“Sono la debolezza in persona. Ho perso fiducia in me stesso. L'intenzione è quella di operare secondo le mie possibilità, ma non ho più la certezza di riuscirci. Proprio il contrario. Temo di fare ancora più danno”.
“Perchè teme una cosa del genere?”.
“Non lo so”.
“E' sacerdote da così tanti anni e non lo sa?”.
“Sinceramente, padre, non capisco che cosa stia succedendo alla mia anima in questi ultimi giorni. Mi sento meno preparato che mai”.
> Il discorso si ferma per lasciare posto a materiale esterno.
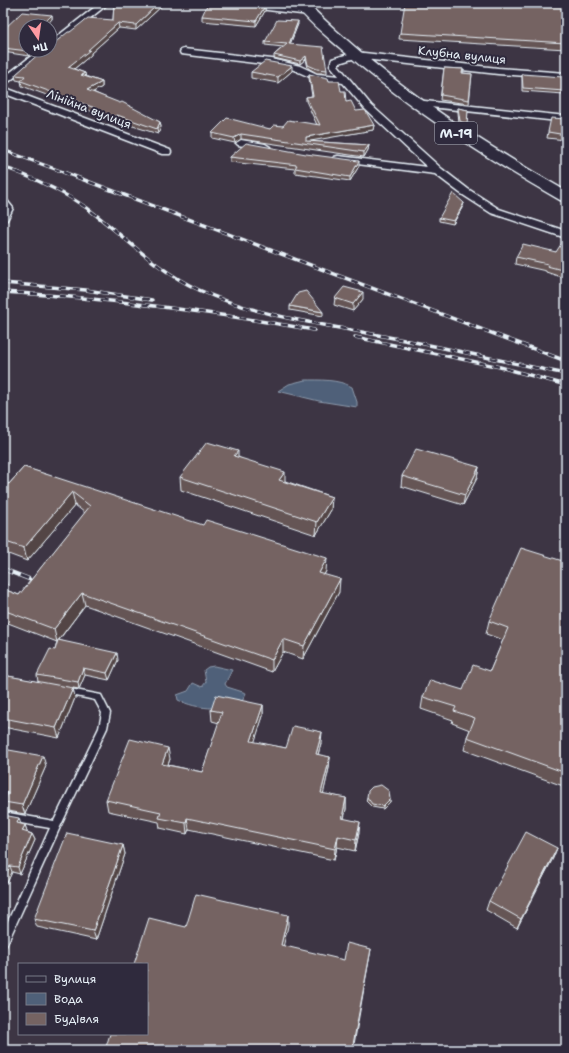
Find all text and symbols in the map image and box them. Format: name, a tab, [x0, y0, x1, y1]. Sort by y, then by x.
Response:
north arrow	[18, 18, 58, 58]
text: Пн	[31, 38, 49, 56]
street label: Клубна вулиця	[417, 42, 507, 68]
street label: Лінійна вулиця	[44, 86, 134, 132]
road number: М-19	[435, 122, 477, 144]
legend	[18, 963, 148, 1035]
text: Вулиця	[54, 971, 96, 987]
text: Вода	[54, 991, 83, 1007]
text: Будівля	[54, 1011, 99, 1027]

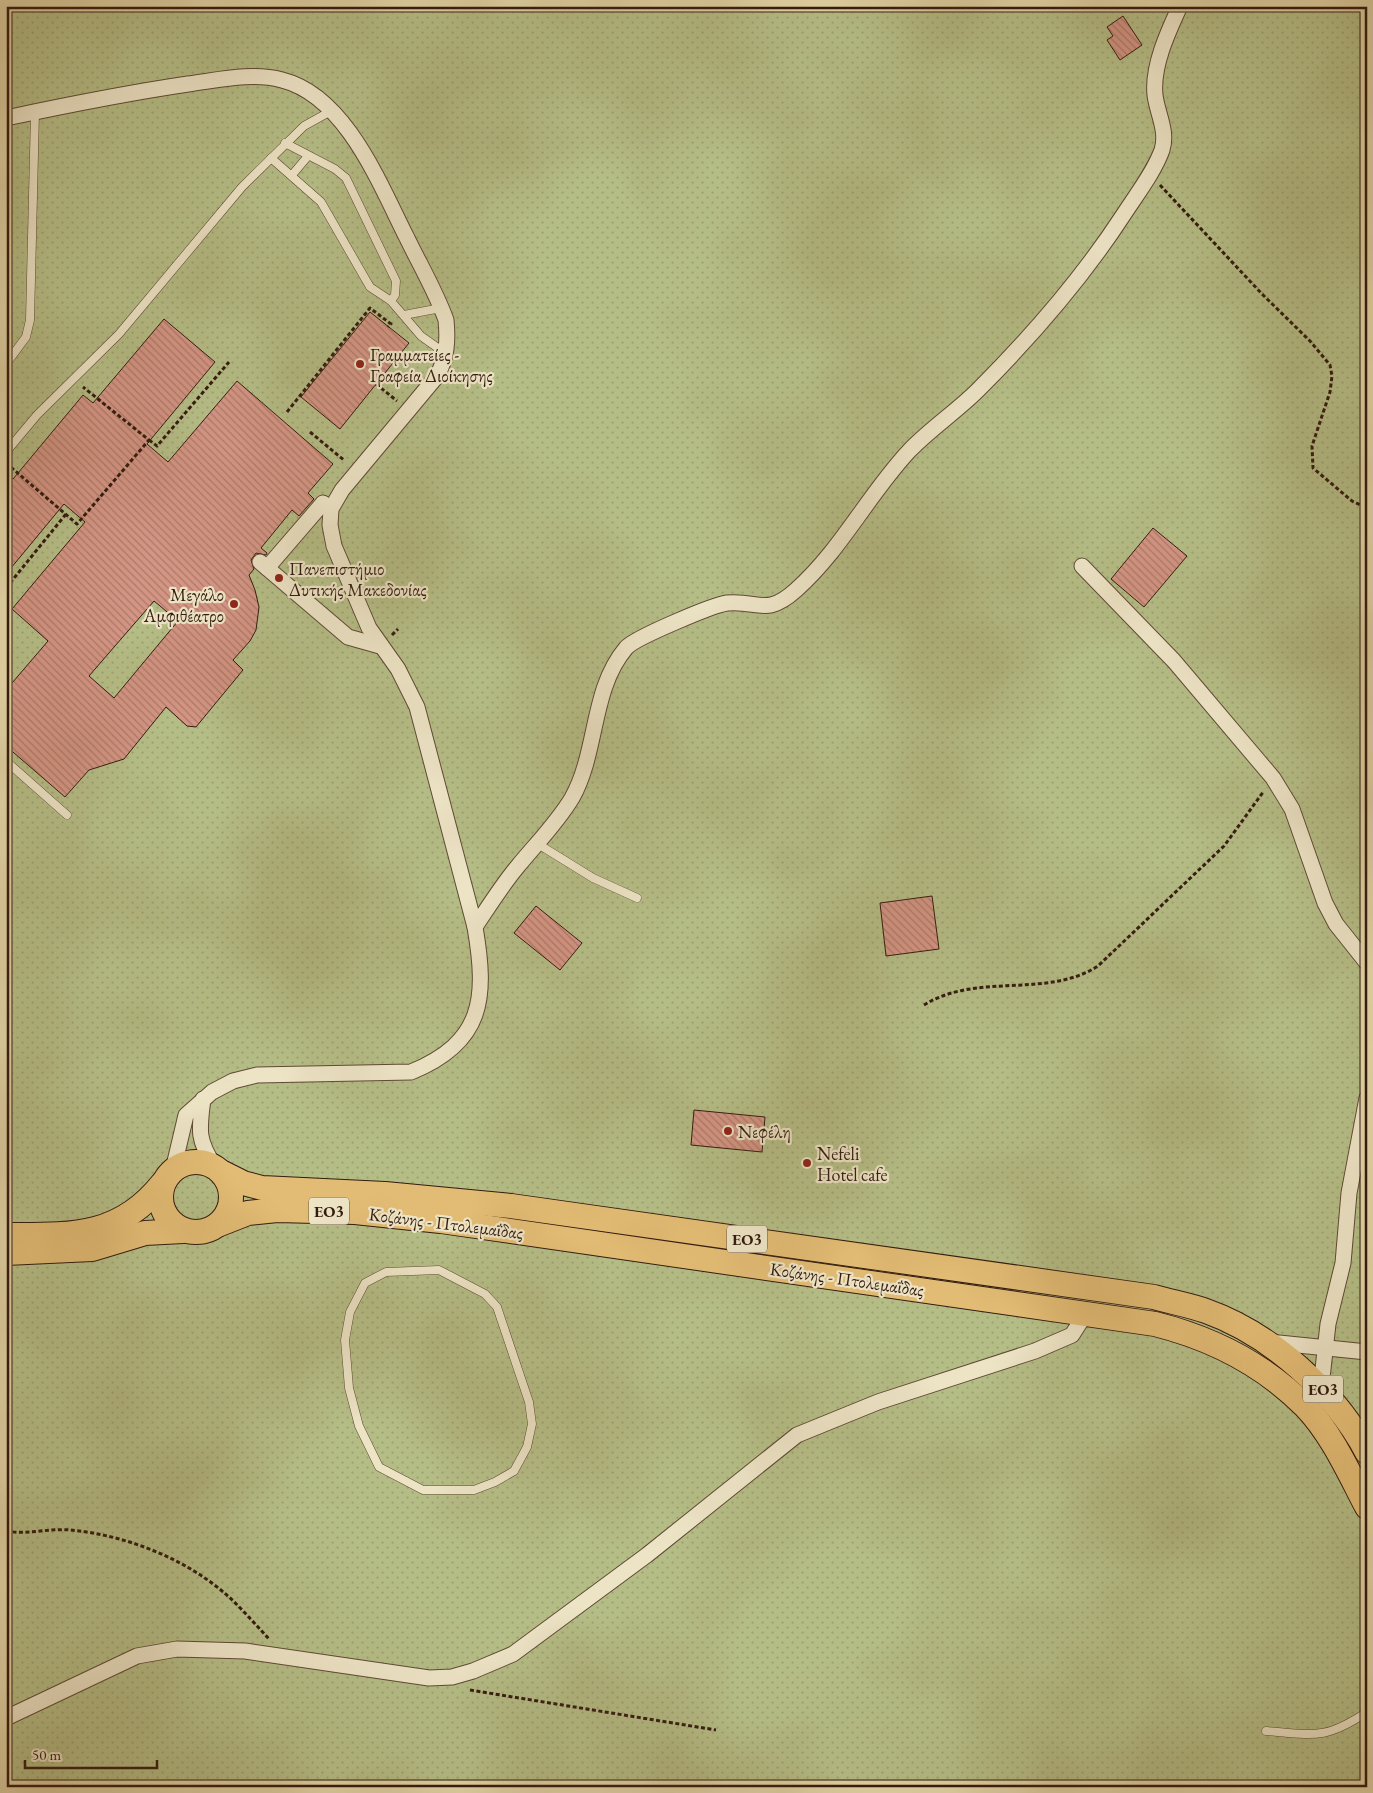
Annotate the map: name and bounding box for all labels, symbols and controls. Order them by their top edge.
place label: Γραμματείες - Γραφεία Διοίκησης [370,343,493,387]
marker: Γραμματείες - Γραφεία Διοίκησης [354,358,366,370]
place label: Πανεπιστήμιο Δυτικής Μακεδονίας [289,557,427,601]
marker: Πανεπιστήμιο Δυτικής Μακεδονίας [273,572,285,584]
place label: Μεγάλο Αμφιθέατρο [143,583,224,627]
marker: Μεγάλο Αμφιθέατρο [228,598,240,610]
place label: Νεφέλη [738,1120,791,1143]
marker: Νεφέλη [722,1125,734,1137]
place label: Nefeli Hotel cafe [817,1142,888,1186]
marker: Nefeli Hotel cafe [801,1157,813,1169]
road number: ΕΟ3 [309,1198,349,1224]
street label: Κοζάνης - Πτολεμαΐδας [368,1202,524,1244]
road number: ΕΟ3 [727,1226,767,1252]
street label: Κοζάνης - Πτολεμαΐδας [768,1257,926,1301]
road number: ΕΟ3 [1303,1376,1343,1402]
scale bar [25,1738,158,1770]
text: 50 m [32,1745,61,1764]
“E' un bene che lei provi questa debolezza”.
“E' necessario avere forza per svolgere questo incarico”.
“No. È necessaria la debolezza”.
“Che cosa vuol dire? Sono confuso”.
“Lei è un uomo che ha sopportato molte sofferenze. Sin dalla sua infanzia ha sofferto per mano di uomini malvagi. Nella mente ho l'immagine di un ragazzino vestito di nero. Sta danzando per Dio. È pieno di gioia. Il fuoco cerca di mangiarselo. Ma lui scappa e si salva. Poi corre per il mondo. Ma dimentica di danzare. Perde la gioia”. […]
“Il ragazzino che danzava vestito di nero e con il cappello di pelliccia”, continuò il frate, “è uno degli eletti da Dio. E un tizzone tolto dal fuoco. È un'anima che fin dai primi anni è stata affamata di Verità. A causa di questa fame, ha sopportato per Dio molte ferite e non lo sapeva”.
“Ora lo so”.
“Sopporterà ancora più ferite per Lui”.
“Non c'è forza dentro di me”.
“E' come deve essere”.
“La notte scorsa ho avvertito un flusso di angoscia che non provavo da anni. Ho visto chiaramente tutto quello che avevo perso. Mi sono sentito come se stessi cadendo in un pozzo di dolore senza fondo”.
“Sopra di noi c'è un oceano di gioia. Lo vedrà. Lei salirà e questo oceano di gioia scenderà per incontrarla. La donna vestita di sole non le ha parlato di questo? L'ho vista venire da lei in sogno”.
“Lo ha fatto”, dissi stupefatto.
“Perchè ha paura? La donna l'accompagna. La missione della donna è identica alla sua, schiacciare la testa del serpente che striscia per il mondo. Lei è uno strumento per confondere il serpente che si prepara a prendere in trappola la Casa di Dio. Ma nessuno può resistergli senza assistenza divina. Il Signore ha dato alla donna un ruolo per gli ultimi giorni che nessun altro essere umano potrebbe svolgere [...]”.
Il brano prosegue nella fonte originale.